* [EXERCISE BRIEF]
What is needed is each line of the data below that holds the string "shadow".

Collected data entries
*** Begin section ***
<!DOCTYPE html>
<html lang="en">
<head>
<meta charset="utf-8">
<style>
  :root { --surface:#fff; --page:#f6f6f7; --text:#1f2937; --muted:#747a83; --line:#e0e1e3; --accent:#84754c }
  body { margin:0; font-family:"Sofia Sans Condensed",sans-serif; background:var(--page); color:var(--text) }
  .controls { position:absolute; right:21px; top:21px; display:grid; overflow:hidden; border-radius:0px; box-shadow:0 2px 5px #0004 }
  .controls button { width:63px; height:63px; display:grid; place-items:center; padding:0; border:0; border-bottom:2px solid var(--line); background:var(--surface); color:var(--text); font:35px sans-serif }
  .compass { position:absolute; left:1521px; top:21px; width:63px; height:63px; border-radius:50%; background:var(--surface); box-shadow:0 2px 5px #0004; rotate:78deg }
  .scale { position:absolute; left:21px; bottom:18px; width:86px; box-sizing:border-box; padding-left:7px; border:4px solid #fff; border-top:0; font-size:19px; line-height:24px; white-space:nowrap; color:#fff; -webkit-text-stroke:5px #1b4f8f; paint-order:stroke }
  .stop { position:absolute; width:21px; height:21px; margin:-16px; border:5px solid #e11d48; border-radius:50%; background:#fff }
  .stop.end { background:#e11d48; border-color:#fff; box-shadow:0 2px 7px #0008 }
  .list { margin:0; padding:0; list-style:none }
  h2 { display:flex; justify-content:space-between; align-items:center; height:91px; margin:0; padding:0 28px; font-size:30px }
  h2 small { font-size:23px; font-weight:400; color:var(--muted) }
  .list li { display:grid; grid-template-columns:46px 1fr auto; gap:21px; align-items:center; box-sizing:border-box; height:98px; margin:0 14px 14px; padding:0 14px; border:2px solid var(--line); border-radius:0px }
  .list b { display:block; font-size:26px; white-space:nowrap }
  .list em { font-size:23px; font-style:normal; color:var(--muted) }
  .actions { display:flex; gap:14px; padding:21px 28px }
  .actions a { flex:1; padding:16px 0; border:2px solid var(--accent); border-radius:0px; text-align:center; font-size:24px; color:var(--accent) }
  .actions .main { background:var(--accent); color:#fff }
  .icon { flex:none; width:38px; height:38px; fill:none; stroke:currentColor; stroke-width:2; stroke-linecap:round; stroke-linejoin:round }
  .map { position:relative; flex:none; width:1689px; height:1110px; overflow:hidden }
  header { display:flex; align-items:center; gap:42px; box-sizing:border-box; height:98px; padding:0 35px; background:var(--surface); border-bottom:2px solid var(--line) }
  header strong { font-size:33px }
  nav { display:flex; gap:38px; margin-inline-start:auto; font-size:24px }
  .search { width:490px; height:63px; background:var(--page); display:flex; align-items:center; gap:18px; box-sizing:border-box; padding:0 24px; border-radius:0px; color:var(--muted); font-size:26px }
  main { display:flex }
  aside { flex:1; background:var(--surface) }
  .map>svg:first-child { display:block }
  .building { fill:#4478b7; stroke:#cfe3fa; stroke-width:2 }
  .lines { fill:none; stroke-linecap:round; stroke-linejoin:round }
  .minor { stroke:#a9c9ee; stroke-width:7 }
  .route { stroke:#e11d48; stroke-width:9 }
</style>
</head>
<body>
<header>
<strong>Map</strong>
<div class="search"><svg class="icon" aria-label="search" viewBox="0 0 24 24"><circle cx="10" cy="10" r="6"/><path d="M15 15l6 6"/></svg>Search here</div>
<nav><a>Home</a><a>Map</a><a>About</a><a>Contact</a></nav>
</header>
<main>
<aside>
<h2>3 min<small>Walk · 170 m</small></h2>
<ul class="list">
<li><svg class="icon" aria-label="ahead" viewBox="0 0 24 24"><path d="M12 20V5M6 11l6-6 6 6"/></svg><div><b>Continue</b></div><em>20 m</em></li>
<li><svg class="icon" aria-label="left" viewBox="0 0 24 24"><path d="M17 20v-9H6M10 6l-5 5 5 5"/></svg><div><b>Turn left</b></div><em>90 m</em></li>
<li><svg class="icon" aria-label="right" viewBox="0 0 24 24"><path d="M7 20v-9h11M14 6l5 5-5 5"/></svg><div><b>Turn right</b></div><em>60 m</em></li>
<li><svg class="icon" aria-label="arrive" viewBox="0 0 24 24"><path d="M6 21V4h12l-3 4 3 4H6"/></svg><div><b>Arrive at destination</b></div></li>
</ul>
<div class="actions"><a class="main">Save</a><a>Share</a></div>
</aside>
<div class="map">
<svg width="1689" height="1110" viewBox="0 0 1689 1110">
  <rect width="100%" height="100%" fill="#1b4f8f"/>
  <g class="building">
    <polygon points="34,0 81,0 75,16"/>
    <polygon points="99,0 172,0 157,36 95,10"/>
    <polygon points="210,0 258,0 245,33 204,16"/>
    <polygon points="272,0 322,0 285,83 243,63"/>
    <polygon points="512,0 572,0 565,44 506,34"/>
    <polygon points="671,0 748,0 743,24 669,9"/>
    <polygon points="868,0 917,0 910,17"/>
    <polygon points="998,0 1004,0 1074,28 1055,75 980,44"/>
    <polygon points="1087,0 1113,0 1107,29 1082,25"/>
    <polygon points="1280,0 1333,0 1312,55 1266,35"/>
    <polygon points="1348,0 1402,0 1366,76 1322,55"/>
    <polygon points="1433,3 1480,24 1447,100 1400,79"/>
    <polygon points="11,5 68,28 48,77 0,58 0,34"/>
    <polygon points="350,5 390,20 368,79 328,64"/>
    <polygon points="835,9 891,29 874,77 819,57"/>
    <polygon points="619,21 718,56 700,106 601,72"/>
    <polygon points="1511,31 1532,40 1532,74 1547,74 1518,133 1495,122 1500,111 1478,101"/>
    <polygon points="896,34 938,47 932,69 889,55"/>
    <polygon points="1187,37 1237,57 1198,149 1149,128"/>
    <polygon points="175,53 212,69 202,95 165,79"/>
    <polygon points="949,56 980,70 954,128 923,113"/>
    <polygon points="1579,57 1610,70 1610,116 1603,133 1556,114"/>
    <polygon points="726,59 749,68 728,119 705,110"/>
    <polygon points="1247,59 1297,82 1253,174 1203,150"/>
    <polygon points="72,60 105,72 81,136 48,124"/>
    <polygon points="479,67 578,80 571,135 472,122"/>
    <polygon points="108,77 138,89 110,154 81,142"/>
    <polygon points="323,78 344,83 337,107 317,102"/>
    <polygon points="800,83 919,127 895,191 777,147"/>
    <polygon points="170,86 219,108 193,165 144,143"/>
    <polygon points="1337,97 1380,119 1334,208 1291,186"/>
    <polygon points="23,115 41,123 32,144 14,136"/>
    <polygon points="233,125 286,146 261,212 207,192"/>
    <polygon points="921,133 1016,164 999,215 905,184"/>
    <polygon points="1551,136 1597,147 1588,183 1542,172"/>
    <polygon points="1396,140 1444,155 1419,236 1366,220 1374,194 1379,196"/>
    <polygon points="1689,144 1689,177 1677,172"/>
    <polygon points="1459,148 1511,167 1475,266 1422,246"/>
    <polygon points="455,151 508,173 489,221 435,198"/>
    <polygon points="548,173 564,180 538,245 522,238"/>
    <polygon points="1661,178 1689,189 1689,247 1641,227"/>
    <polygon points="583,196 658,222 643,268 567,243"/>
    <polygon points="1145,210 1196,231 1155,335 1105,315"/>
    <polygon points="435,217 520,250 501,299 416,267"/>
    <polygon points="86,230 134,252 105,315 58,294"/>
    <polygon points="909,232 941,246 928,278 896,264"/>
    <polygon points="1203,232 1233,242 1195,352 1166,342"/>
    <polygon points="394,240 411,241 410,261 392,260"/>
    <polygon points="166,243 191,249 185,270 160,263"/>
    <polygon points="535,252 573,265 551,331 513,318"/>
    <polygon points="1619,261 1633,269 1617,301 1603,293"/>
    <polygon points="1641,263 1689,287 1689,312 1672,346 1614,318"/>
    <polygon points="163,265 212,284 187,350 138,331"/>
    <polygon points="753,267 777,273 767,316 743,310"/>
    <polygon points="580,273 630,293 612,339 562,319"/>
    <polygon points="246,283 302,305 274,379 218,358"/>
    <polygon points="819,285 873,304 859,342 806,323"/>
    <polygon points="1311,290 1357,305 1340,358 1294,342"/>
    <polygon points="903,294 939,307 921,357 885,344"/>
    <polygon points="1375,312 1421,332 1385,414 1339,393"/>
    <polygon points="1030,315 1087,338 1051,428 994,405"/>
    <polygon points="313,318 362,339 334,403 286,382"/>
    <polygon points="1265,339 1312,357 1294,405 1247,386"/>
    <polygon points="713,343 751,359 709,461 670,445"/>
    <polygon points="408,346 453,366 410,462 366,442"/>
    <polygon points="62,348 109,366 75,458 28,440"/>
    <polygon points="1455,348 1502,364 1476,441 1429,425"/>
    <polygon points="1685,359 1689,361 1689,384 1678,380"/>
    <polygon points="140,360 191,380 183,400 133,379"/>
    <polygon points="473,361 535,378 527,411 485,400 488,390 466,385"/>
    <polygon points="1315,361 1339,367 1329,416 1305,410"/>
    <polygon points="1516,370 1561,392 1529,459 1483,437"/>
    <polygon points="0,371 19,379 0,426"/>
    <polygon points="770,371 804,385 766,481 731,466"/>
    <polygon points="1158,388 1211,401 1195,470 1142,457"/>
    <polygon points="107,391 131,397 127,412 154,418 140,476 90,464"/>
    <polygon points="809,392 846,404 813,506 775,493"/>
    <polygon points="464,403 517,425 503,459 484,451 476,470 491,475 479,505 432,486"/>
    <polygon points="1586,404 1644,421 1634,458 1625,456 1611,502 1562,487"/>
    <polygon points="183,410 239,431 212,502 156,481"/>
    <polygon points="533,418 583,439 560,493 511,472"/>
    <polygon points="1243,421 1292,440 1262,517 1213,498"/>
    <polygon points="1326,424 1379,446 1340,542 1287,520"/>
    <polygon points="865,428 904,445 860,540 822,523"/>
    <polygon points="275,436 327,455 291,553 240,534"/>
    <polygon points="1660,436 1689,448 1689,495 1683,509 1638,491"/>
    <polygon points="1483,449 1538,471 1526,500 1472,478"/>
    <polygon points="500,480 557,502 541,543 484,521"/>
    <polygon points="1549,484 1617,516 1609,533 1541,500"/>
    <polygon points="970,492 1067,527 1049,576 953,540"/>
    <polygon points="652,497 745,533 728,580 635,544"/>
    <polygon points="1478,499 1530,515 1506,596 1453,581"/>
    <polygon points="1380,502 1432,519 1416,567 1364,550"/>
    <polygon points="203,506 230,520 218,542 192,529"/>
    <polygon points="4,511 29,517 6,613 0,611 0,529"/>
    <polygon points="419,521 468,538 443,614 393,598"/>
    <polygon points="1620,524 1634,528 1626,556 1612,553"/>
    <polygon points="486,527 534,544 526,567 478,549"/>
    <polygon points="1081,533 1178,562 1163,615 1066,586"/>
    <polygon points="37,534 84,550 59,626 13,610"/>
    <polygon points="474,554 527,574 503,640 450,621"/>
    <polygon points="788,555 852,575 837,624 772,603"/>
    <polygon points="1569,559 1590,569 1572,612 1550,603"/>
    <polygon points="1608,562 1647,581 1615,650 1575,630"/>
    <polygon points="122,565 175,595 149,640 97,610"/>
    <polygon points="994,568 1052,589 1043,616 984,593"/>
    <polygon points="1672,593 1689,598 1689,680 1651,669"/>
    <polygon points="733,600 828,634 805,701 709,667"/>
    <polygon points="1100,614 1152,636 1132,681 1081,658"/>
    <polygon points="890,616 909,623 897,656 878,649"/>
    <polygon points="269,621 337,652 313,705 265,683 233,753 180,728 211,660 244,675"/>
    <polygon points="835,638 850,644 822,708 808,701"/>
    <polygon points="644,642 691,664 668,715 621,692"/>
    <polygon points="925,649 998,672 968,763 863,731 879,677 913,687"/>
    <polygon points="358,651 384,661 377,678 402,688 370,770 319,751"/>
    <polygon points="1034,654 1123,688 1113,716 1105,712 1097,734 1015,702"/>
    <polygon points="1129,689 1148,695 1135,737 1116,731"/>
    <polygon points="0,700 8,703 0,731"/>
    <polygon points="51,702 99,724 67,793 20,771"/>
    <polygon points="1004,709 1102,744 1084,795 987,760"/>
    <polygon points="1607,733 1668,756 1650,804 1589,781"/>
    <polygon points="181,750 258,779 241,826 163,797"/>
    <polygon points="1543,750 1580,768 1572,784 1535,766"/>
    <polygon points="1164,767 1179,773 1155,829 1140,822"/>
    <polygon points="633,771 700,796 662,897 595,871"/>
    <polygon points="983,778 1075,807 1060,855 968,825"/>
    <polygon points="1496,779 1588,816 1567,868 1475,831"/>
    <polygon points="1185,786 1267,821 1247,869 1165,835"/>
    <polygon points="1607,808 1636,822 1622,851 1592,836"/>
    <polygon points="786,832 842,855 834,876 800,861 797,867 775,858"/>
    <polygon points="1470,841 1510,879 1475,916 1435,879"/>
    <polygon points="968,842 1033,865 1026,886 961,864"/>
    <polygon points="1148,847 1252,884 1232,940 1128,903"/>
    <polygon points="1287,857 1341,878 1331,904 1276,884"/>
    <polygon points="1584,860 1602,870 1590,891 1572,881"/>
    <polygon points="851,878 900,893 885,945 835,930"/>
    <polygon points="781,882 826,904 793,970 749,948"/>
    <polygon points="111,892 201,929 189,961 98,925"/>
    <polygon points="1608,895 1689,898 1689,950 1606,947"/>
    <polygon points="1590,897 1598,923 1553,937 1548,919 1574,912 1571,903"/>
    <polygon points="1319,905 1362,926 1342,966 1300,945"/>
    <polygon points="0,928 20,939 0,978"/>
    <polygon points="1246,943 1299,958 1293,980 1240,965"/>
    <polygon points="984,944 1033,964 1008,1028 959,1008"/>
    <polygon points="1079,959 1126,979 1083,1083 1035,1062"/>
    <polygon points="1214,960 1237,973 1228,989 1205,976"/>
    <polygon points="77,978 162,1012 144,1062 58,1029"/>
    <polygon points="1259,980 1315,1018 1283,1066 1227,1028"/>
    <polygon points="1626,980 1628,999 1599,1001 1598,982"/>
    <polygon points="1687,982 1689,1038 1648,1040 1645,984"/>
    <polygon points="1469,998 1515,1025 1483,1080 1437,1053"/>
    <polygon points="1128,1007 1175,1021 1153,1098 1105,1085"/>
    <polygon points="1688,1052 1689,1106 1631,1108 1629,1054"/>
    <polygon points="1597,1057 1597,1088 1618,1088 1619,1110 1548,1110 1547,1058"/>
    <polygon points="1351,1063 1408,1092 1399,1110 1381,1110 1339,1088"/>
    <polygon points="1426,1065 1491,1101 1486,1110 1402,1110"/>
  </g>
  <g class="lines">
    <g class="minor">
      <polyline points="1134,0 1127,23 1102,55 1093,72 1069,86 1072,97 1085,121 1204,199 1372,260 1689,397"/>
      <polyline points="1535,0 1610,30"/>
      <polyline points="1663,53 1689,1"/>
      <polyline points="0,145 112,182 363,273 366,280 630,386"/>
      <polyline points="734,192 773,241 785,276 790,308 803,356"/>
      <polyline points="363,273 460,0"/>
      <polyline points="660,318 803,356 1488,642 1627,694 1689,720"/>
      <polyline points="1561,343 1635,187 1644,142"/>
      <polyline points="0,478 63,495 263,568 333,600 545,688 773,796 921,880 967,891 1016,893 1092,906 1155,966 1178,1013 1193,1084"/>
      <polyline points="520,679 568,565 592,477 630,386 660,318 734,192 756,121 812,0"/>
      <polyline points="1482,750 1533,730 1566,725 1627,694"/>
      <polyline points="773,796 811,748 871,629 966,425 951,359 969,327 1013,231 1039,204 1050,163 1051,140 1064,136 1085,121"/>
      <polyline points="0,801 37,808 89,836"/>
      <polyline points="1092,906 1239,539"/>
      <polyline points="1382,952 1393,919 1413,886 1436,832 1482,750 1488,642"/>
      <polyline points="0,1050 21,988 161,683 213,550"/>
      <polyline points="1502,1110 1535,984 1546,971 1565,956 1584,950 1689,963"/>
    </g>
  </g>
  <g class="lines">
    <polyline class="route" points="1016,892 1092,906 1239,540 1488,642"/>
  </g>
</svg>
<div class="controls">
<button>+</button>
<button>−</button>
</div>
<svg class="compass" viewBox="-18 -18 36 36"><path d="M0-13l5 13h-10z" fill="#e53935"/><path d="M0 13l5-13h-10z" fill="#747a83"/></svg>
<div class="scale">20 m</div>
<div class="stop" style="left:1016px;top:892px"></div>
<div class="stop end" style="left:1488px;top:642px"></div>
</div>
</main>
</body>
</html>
*** End section ***
* [RESPONSE TO THE EXERCISE]
  .controls { position:absolute; right:21px; top:21px; display:grid; overflow:hidden; border-radius:0px; box-shadow:0 2px 5px #0004 }
  .compass { position:absolute; left:1521px; top:21px; width:63px; height:63px; border-radius:50%; background:var(--surface); box-shadow:0 2px 5px #0004; rotate:78deg }
  .stop.end { background:#e11d48; border-color:#fff; box-shadow:0 2px 7px #0008 }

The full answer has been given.